Anche la sfera della socialità risulta impattata negativamente dalla lontananza da scuola: per quasi 6 studenti su 10 (59%) la propria capacità di socializzare ha subito ripercussioni negative, così come il proprio umore e lo stato d’animo (57%), una quota di non molto inferiore (52%) sostiene che le proprie amicizie siano state messe alla prova, il 63% dice di aver sofferto per non aver potuto vivere le esperienze sentimentali adolescenziali. Quasi un ragazzo su 4 (24%) pensa che l’allontanamento da scuola stia avendo ripercussioni negative anche sulla propria salute.
La didattica a distanza è bocciata da quattro ragazzi su 10, il 38%: la principale difficoltà è rappresentata dalla fatica a concentrarsi per seguire le lezioni online (citata da quasi un ragazzo su 2, il 45%) e dai problemi tecnici dovuti alla connessione internet/copertura di rete propria o dei docenti (41 e 40% rispettivamente); seguono i problemi tecnici dovuti alla scarsa digitalizzazione dei docenti e la noia (33% ciascuno). Tutto ciò sembrerebbe aver avuto anche ripercussioni sulla preparazione scolatica (1 studente su 3 si sente meno preparato di quando andava a scuola in presenza o deve recuperare più materie rispetto allo scorso anno).

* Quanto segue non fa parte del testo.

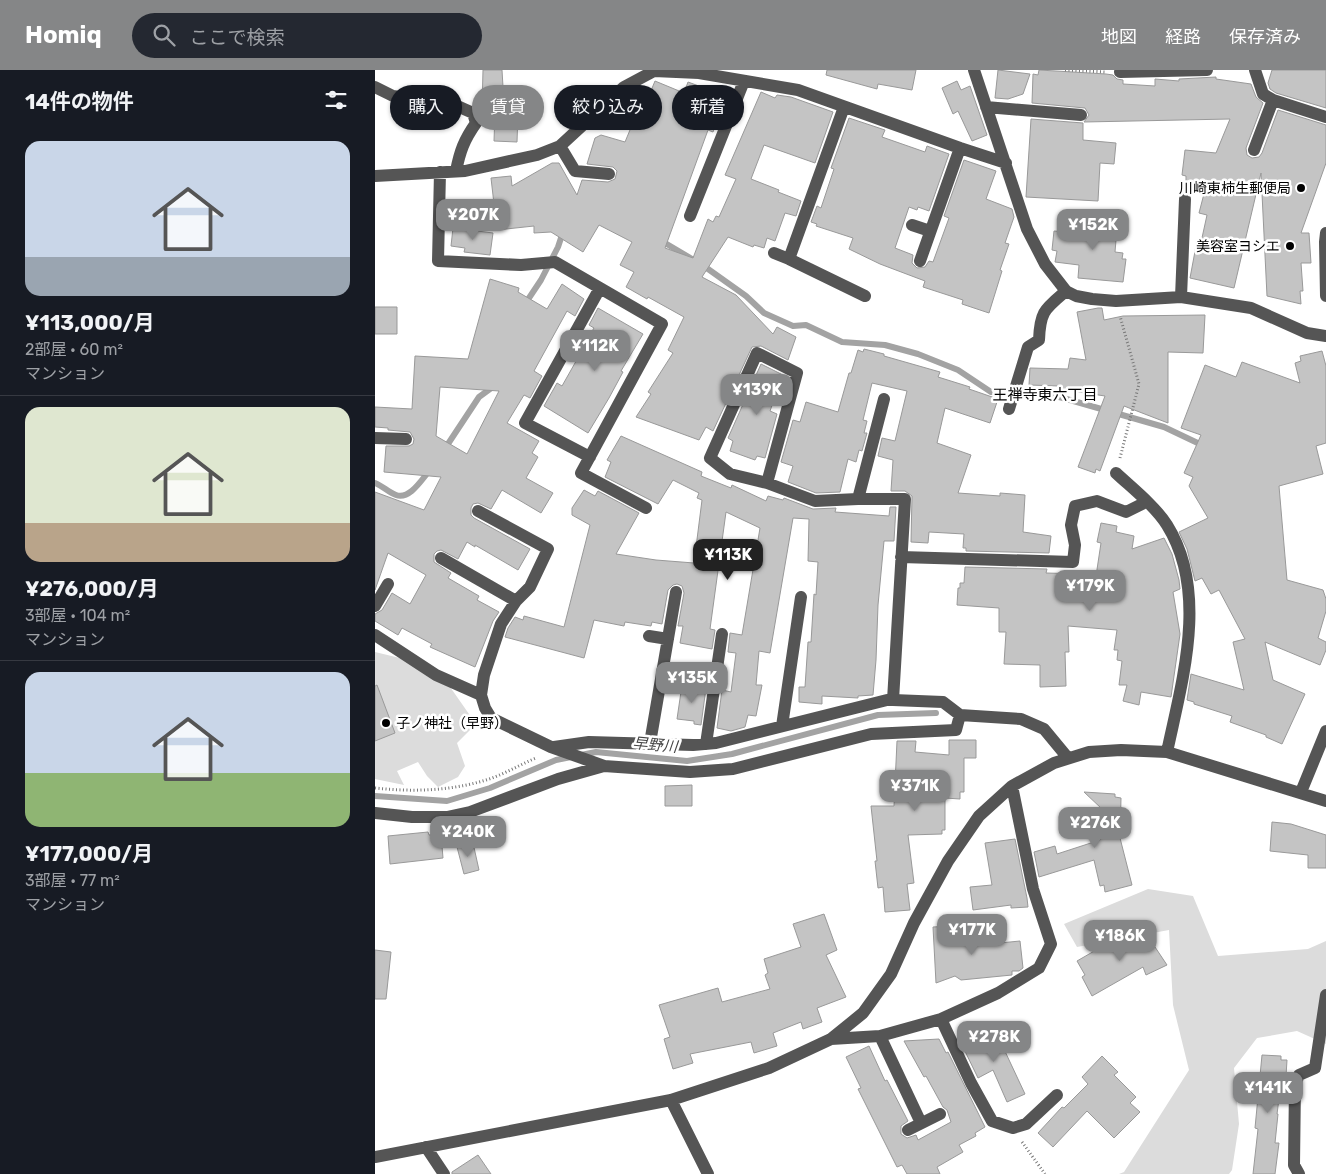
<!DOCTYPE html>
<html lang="ja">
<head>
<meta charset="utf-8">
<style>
  body { margin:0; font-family:Rubik,"Noto Sans JP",sans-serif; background:#242831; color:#f1f3f6; height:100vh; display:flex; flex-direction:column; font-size:19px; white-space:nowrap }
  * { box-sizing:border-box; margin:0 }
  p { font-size:16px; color:#9ea1a6 }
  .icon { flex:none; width:28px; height:28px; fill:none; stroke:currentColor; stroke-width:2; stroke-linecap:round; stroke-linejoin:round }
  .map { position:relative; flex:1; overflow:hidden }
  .panel { display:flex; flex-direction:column; background:#171b24; width:375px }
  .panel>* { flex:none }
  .hud { position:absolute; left:15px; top:15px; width:475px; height:45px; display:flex; gap:10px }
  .price { position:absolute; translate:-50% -42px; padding:0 11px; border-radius:10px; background:#858687; color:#fff; font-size:16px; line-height:32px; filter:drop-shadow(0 1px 2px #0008) }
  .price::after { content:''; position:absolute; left:50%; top:30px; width:15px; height:11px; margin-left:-8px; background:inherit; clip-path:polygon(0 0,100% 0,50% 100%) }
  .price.on { background:#222; color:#fff }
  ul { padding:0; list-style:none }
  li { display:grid; align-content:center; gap:10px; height:265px; padding:0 25px }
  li+li { border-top:1px solid #363941 }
  li span { display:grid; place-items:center; height:155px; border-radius:15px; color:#555 }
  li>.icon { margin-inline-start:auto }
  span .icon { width:90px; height:90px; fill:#fffc; stroke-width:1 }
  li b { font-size:21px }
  h2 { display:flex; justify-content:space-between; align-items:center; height:60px; padding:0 25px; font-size:21px }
  .tag { padding:0 18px; border-radius:22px; background:#171b24; box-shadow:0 1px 4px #0004; font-size:18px; line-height:45px }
  .tag.on { background:#858687; color:#fff }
  header { display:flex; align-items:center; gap:30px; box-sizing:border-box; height:70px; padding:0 25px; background:#858687; color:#fff }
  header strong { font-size:24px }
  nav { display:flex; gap:28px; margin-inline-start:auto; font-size:18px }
  .search { width:350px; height:45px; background:#242831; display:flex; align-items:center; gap:12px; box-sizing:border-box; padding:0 18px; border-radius:28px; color:#9ea1a6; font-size:19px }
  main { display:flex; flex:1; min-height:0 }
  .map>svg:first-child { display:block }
</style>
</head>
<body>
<header>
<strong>Homiq</strong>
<div class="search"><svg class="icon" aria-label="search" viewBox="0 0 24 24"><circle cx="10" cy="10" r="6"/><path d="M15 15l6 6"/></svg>ここで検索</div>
<nav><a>地図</a><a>経路</a><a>保存済み</a></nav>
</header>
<main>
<section class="panel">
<h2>14件の物件<svg class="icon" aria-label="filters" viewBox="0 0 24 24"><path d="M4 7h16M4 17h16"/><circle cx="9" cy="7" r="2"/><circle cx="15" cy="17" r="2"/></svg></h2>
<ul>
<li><span style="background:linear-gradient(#c9d6e8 75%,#9aa5b1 0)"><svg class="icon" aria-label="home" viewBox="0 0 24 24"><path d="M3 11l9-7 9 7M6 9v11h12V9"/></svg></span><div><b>¥113,000/月</b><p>2部屋 · 60 m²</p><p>マンション</p></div></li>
<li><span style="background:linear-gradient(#dfe7d0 75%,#b9a48a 0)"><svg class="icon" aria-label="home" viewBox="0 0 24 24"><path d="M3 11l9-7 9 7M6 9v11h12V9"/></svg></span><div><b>¥276,000/月</b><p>3部屋 · 104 m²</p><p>マンション</p></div></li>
<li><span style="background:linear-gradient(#c9d6e8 65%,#8fb573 0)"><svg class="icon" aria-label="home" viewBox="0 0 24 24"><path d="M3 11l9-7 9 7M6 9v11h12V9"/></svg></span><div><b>¥177,000/月</b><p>3部屋 · 77 m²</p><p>マンション</p></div></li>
</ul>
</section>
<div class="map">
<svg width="951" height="1104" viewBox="0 0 951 1104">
  <rect width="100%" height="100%" fill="#fff"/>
  <!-- green -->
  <path fill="#dcdcdc" d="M0,582l29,7 44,25 28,40 -19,19 8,23 -7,11 -20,10 -11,-11 -9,-14 -21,9 7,14 -29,-6z
    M773,819l45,7 25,60 90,-7 18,-8v103l-29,-13 -40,7 -23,30 5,56 -7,46 -3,4h-110l5,-2 65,-102 -16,-65 -4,-75 -92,17 -13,-23z"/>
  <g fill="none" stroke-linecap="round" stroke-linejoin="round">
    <!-- stream -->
    <path stroke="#a3a3a3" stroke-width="6" d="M285,170l32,19
      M326,194l45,32 18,17 29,13 13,-1 36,17 43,3 33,9 40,16 33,22 39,-2 33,8 101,29 40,19
      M150,234l16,-24 17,-33 5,-15
      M69,380l35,-53 15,-11
      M0,413c8,3 13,9 21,12 14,5 26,-16 34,-25
      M206,685l15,-3 91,9 45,-7 146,-39 58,-2
      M0,726l72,5 43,-13 66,-28 15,-3"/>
  </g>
  <!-- building -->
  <path fill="#c4c4c4" stroke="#999" fill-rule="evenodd" d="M108,0h19l1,17h5v22l-26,-1z
    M452,0h89l-4,20 -34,-6 -1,5 -51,-14z
    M623,0l32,4 -7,20 -15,5 -13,-1z
    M664,0l67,4 7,1 4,4 6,1v4l32,2v-7l24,2v-2l37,-2v2l35,5 5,13 7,6 -17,45 1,7 5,3 7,-1 3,-4 16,-43 48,15v38l-25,70h8l2,30h-10l2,28h-3l1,13 -34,-8 -6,-123 -27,115 -44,-10 6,-32 4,1 7,-32 -8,-2 7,-27 -20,-3v-7l-4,-1 3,-25 31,3 14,-34 -146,3 5,-7 -4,-7 -53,-5 1,-29 5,1z
    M897,0h54v38l-50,-15 -6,-4 -2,-6z
    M280,11l29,12 4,-11 38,14 -13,36 -5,-2 -43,118 28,10 15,-39 5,3 3,-6 3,1 17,-38 -11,-4 36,-83 14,6 2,-3 14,2 42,15 -18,51 -51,-18 -13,34 28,11 -1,2 23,9 -5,15 -11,-3 -10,28 -8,-3 -3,10 -10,-3 -1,2 -25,-10 -26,40 34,18 37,39 4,-7 19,10 -8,23 -27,-14 -9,1 -39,84 -7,-4 -7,13 -63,-23 15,-23 -3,-2 25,-39 -5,-3 16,-33 -36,-20 -1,2 -21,-12 8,-15 -14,-7 12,-23 -33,-17 -16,27 -32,-20 -17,1v-7l-37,4 -6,-52 20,-2 1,10 40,-23h7l18,32 5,-15 26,2 7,-3 2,-8 -4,-4 -26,-3 8,-26 6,-3 24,7 12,-29 4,2z
    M582,11l4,9 9,-4 17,49 -15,6 -14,-30 -5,3 -11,-26z
    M120,42l23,1 -1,29 -23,-1z
    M474,48l36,12 -3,7 43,15 2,-6 22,8 -20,57 -11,-4 -1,3 -8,-3 -14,41 18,7 -1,8 5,5 8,-1 4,-6 4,1 16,-44 -5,-2 20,-56 32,11 -10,28 26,10 2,8 -9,26 4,1 -9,26 2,1 -13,42 -27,-9 1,-4 -40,-13 2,-6 -45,-17 -31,-15 4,-11 -37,-12 1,-2 -6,-2 6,-16 4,2 13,-39 -3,-1z
    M656,49l52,4v17l33,3 -2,21 -14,-1 -2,38 -72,-4z
    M718,145l25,1 -3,36 8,1 -1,6h4l-3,23 -45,-4 1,-13 -24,-3 2,-11 -5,-1 2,-19 38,3z
    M78,158l40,5 -3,22 -26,-3 1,-4 -14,-2z
    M115,209l29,9 -1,4 29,17 15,-25 22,15 -9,17 -8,-5 -33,60 8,5 -12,22 -6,-3 -17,28 32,18 -7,12 6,4 -12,21 27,15 -12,20 -39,-23 -11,19 -13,-6 -5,1 -2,4v7l3,3 56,31 -12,21 -43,-25v2l-8,-5 -9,17 -17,-9 -4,1 -3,3v8l17,11 -3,5 31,18 -2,4 22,12 -6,9 -18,46 -45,-20 2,-3 -30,-16 -4,7 -23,-14v-7l7,-4 10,-17 18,11 16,-29 -38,-22 -13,37v-98l49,18 17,-33 -57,-5 2,-26h23l4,-2 1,-5 -4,-7 -22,-2v-2l-13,-1v-20l37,2 3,-53 53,3zM65,317l59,4 -32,63 -31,-18z
    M0,237h22v27h-22z
    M223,238l45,26 -22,37 2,1 -14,26 -21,35 -44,-27 13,-23 5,3 26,-46 -1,-1 7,-11 -5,-3z
    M723,238h4l2,12 19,-4 82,-1 -2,38 -35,-1v71l-44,-17 -24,65 -4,-2 -1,4 -17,-6 27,-71 -46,-7v-3l-30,-1 1,-17 38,1 2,-11 16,2 -9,-48z
    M489,279l20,5v2l56,16 -2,5 32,10 -1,2 29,10 -8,24 -45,-15 -8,35 34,12 -13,38 42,3v-3l25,2 -2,37 28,4 -2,17 -83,-2v-3h-3l1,-14 -35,-2 -1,11 -17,-1 1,-46 -7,-5h-14l2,-31 -15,-4 4,-18 13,3 12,-50 -35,-8 -9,37 4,1 -3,12h3l-5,18 -3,-1 -3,12 -8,-3 -8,33 -24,1 -28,-11 5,-16 -12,-4 12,-42 7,2 6,-20 32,10 11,-39h2l7,-23 5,2z
    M947,281l4,15v77l-10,3 7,28 -44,12 8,94 36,10 3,9v12l-8,27 8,4v8l-6,15 -55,-23 8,38 32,14 -23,50 -16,-7v-2l-36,-13 2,-6 -38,-12v-2l-7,-2 4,-26 53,16 -11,-48 12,-3 -26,-49 -8,4 -9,-16 -7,3 -8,-32 -8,-17 29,-14 -19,-32 4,-9 -9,-4 17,-38 -20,-7 24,-63 31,12 6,-15 58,21 -5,-20 6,-2 -1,-5z
    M386,294l22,11 -13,36 7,3 -12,44 -8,-2 -2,4 -25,-9 3,-10 -5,-3z
    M246,366l81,36 -1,4 30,12 1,-3 34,16 2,-5 15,4 1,-2 29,11 23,-1 -1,4 54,4 1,-9h6l-2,34h-10l-6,64 -2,55 -3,35 -15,1v2l-36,-2v8l-23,-2v-15h6l3,-45h3l3,-48 2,1 2,-33 -10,-1 1,-42 -16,-1 -23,135 -11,-2 -3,34h6l-6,31 -8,-1 -3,12 -14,4 -14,-3 5,-38 9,2 5,-39 -8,-1 2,-19 12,2 18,-107 -34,-16 -16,117 5,1 -3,19 -32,-6 3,-17h-5l6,-33 -2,-7 -5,-2 -4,1 -5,5 -6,34 -10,-2 -1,4 -26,-4 -1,4 -30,-6 -10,38 -79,-21 3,-9 7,-11 8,3 1,-4 40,11 26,-102 -18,-10v-7l12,-18 11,6 3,-5 41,22 -23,41 40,6 38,3 8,-63 -5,-2 2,-5 -26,-13 -15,24 -53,-27 6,-15 -4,-2z
    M726,453l16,3 -1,6 18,4 -2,13 32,-11 8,16 7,26 1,9 -7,3 7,42 -9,63 -30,-5 -2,13 -16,-4 4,-16h-8l3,-24 -5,-1 1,-10h-4l3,-20 -49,-4 1,26h-4l1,34 -26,1v-22l-36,-1 2,-32h-7v-24l-42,-3 1,-17h2v-5h4l1,-16 82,2 -1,4 38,1 12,2 5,-33 -4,-1z
    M2,615l18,48 -20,8v-55z
    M307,615l24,3 -5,37 -7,-1v-3l-17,-2z
    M574,670h27v18h-12v34h-4v7l-15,-1v32h-3v4l-34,1 6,48 -7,1 3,26 -25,2 -2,-25 -5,1 -3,-27h2l-6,-55h23l3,-65h19l-1,11 34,3z
    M317,715v21h-27v-20z
    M709,722l31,2v3l6,1 -1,40 12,47 -27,7 -1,-7 -4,1 -6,-26 -55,17 -5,-25 21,-6 2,8 43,-14 2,-31z
    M897,752l19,2 35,11v33h-18v-13l-38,-4z
    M53,762l1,3 12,-1 2,24 -53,6 -2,-28z
    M640,769l12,59 1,9 -17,1v-3l-38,5 -3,-23 22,-2 -7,-42z
    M98,773l6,27 -15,4 -7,-27z
    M449,844l13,36 -11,5 20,42 -29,11 5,14 -19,7 -2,-7 -28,11 4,13 -23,7 -3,-11 -61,12 3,9 -20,6 -9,-30 6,-2 -11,-32 59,-17 4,14 48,-13 -5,-14 3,-2 -4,-14 37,-12 -8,-23z
    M595,855v21l50,-5 3,27 -4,3h-7v4l-51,5 -6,-4 -19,7 -3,-56z
    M770,862l22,33 -21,10 -3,-8 -51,29 -10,-19 3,-2 -8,-14 26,-15 1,2 32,-15 1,2z
    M0,880l16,2 -5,47h-11z
    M620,960l30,64 -18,8 -14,-32 -15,8 -16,-33z
    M564,969l7,14 2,-1 37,75 -10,6 1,3 -17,9 4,7 -26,15 3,7h-33l-5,-9 -5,2 -39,-78 3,-1 -15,-31 23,-11 16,35 2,-1 21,41 -7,5v8l6,4 9,-3 2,5 33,-18 -4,-12 -4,-3 -17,-31 -2,1 -20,-36z
    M887,985l19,1v4h6l-1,16h-4l-5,38h1l-3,29h4l-4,31h-22l5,-45 -3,-1z
    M727,986l16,16 -4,3 22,22 -6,6 10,9 -26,26 -27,-27 -34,36 -15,-14 24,-26 2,1 24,-24 -6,-7z
    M103,1085l13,19h-39v-2z"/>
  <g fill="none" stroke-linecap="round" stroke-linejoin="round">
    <!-- path -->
    <path stroke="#777" stroke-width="3" stroke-dasharray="1 2.5" stroke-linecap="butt" d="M690,0l40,2
      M745,388l19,-74 -19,-68
      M0,718c38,4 75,3 111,-8 17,-5 33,-15 50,-22
      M647,1072l23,32"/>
    <!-- minor -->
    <path stroke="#555" stroke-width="12" d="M599,0l53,159 18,35 21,27 10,5 16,3 24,2 65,-4 70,11 56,25 19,3
      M880,0l8,24 10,6 53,17
      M745,2l87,-2
      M0,17l18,9 62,9 18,8 3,10c-12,17 -16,28 -20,48
      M611,37l95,8
      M185,76l15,25 34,3
      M879,80l19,-50
      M65,102l-2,89 83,4 34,-3 107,62 -81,149 65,35
      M0,106l90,-5 72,-16 23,-9 64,-59 30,-16 45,2 99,17 162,58 46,15
      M315,146l54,-135
      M537,155l18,6
      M951,163l-1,9 1,54
      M399,183l15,6 55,-152
      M414,189l76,37
      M545,191l40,-113
      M806,227l4,-98
      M634,339l19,-62 11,-7c1,-29 6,-31 27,-49
      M0,368l31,1
      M215,387l-65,-34 75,-135
      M741,403c16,15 39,33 51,52 42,67 15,156 0,227
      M392,413l30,-110 -40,-20 -47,105 20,16 37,9 48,18 43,-2h47l-12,201
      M483,429l26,-100
      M103,441l70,38 -18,38 -14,14 -15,23 -17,51 -3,20 4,13 6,10 60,29 53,19 86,6 43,-3 138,-35 85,-4 4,-15
      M526,487l172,5 2,-17 -4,-20 4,-19 22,-5 29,11 20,-10
      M66,488l75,43
      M0,536l13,-22
      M0,565l61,40 45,20
      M274,566l19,3
      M407,656l19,-129
      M275,673l26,-151
      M331,674l16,-110
      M179,677l35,-5 104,3 23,-2 171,-43h6l50,2 17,13 61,4 23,10 24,29
      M926,722l25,-61
      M0,743l37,4h35l23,-5 88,-33 46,-13
      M566,949l30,64 21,38 21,7 13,-4 31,-29
      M505,966l41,87
      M456,969l49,-3 61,-17 57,-26 41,-25 12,-24 -18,-55 -21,-103
      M296,1030l37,74
      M533,1060l32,-16
      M51,1077l18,27
      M0,1087l296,-57 98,-32 62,-29 32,-26 28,-39 23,-51 34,-62 31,-45 33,-30 42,-23 35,-11 32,-2 46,2 159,49
      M924,1104l-5,-9 1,-81 4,-9 16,-7 11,-73"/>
  </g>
  <!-- markers -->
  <g fill="#000" stroke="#fff" stroke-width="2">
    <circle cx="926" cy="118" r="5"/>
    <circle cx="915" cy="176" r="5"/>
    <circle cx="11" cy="653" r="5"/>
  </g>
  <g text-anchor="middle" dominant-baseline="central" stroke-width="5" stroke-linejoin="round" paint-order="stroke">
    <!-- poi labels -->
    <g font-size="14" fill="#000" stroke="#fff" text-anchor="end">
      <text x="916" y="118">川崎東柿生郵便局</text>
      <text x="905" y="176">美容室ヨシエ</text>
      <text x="21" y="653" text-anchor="start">子ノ神社（早野）</text>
    </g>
    <!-- neighbourhood labels -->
    <g font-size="15" fill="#000" stroke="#fff">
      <text x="670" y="325">王禅寺東六丁目</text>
    </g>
    <!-- water labels -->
    <g font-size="15" font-style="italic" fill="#444" stroke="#fff">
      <text transform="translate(280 675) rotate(5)">早野川</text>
    </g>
  </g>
</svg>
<b class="price" style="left:98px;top:171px">¥207K</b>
<b class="price" style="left:718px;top:181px">¥152K</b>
<b class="price" style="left:220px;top:302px">¥112K</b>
<b class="price" style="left:382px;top:346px">¥139K</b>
<b class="price on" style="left:353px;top:511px">¥113K</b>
<b class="price" style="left:715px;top:542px">¥179K</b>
<b class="price" style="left:317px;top:634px">¥135K</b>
<b class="price" style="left:540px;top:742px">¥371K</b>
<b class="price" style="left:720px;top:779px">¥276K</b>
<b class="price" style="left:93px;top:788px">¥240K</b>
<b class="price" style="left:597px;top:886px">¥177K</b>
<b class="price" style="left:745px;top:892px">¥186K</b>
<b class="price" style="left:619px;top:993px">¥278K</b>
<b class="price" style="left:893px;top:1044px">¥141K</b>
<div class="hud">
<a class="tag">購入</a>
<a class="tag on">賃貸</a>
<a class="tag">絞り込み</a>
<a class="tag">新着</a>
</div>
</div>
</main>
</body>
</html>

Quanto al modo di fare lezione, più di un ragazzo su tre afferma che la totalità dei propri insegnanti ha continuato a fare lezione allo stesso identico modo di prima, “come se fossimo in aula” invece che dietro a uno schermo, mentre solo uno su cinque afferma di aver sperimentato nuove modalità di insegnamento (video, lezioni digitali, app e giochi didattici).
Sul tema Daniela Fatarella, Direttrice Generale di Save the Children è convinta “dell’importanza di agire subito con dei ristori anche per questi ragazzi per dare nuova linfa e impulso a combattere un orizzonte con poche prospettive, soprattutto per coloro che vivono in condizioni di difficoltà”. La politica deve fare delle scelte coraggiose per il futuro dei ragazzi perchè se è vero che povertà educativa ed economica si alimentano a vicenda è necessario mettere in campo tutti gli strumenti necessari per evitare di estromettere molti adolescenti che, difficilmente, potranno essere reintegrati nella società.